Read through the material below and find each line that has the word "Directions"; copy it.

==== EXCERPTED DATA

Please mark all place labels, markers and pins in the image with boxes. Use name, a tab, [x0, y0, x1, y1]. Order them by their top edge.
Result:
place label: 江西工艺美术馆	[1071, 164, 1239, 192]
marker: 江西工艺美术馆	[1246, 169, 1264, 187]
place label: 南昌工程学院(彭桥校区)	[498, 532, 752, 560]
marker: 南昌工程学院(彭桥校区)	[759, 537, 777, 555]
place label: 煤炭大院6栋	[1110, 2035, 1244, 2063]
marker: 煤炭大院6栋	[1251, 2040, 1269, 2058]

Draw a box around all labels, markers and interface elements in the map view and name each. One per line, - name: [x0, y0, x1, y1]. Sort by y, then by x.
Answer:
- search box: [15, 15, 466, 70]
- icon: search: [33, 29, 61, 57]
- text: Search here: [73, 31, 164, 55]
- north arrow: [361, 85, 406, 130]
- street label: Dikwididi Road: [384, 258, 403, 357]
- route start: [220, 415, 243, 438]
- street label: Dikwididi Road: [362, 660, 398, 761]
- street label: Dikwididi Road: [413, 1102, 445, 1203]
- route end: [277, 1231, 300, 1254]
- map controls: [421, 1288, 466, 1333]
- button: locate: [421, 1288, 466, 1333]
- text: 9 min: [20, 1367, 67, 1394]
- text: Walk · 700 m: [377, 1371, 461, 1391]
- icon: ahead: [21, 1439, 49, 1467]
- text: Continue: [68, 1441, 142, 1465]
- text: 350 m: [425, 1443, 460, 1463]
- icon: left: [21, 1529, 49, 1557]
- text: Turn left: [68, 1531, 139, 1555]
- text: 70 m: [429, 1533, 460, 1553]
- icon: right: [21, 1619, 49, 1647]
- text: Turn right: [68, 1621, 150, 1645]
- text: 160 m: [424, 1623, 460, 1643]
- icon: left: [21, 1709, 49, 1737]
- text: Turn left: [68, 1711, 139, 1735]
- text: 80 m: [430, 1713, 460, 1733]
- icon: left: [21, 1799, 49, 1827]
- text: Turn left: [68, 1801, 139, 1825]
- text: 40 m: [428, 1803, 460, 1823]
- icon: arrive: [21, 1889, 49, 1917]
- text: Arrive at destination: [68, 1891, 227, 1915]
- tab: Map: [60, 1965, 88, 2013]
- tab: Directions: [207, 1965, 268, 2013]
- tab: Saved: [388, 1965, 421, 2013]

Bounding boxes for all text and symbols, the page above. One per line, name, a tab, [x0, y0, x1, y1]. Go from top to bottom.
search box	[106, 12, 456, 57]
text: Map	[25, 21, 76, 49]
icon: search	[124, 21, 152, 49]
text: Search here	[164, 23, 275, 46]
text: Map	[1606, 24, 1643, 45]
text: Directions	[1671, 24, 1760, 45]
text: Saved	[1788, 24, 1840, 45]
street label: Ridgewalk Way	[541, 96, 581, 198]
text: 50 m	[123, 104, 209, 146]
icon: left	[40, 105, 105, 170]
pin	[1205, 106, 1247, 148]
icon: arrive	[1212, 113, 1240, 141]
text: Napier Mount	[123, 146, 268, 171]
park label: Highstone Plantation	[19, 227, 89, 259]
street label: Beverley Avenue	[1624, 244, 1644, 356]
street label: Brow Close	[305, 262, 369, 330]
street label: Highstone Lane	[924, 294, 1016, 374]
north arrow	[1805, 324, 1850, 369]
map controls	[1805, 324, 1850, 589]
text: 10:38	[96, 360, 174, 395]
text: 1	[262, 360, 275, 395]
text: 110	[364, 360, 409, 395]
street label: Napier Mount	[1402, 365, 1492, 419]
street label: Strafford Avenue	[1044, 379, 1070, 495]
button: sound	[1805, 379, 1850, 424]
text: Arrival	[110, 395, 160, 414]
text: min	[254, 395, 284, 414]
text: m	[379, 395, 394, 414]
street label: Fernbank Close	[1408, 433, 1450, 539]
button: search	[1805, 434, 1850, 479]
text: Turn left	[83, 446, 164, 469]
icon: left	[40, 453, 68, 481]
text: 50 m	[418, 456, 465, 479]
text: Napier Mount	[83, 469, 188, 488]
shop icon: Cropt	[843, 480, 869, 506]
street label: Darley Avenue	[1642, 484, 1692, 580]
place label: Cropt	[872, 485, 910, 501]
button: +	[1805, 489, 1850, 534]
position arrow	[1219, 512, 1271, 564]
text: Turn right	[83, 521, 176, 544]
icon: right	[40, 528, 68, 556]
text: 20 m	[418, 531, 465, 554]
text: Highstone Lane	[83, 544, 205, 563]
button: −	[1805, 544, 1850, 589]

========

FINISHED TASK ▸
- tab: Directions: [207, 1965, 268, 2013]
text: Directions	[1671, 24, 1760, 45]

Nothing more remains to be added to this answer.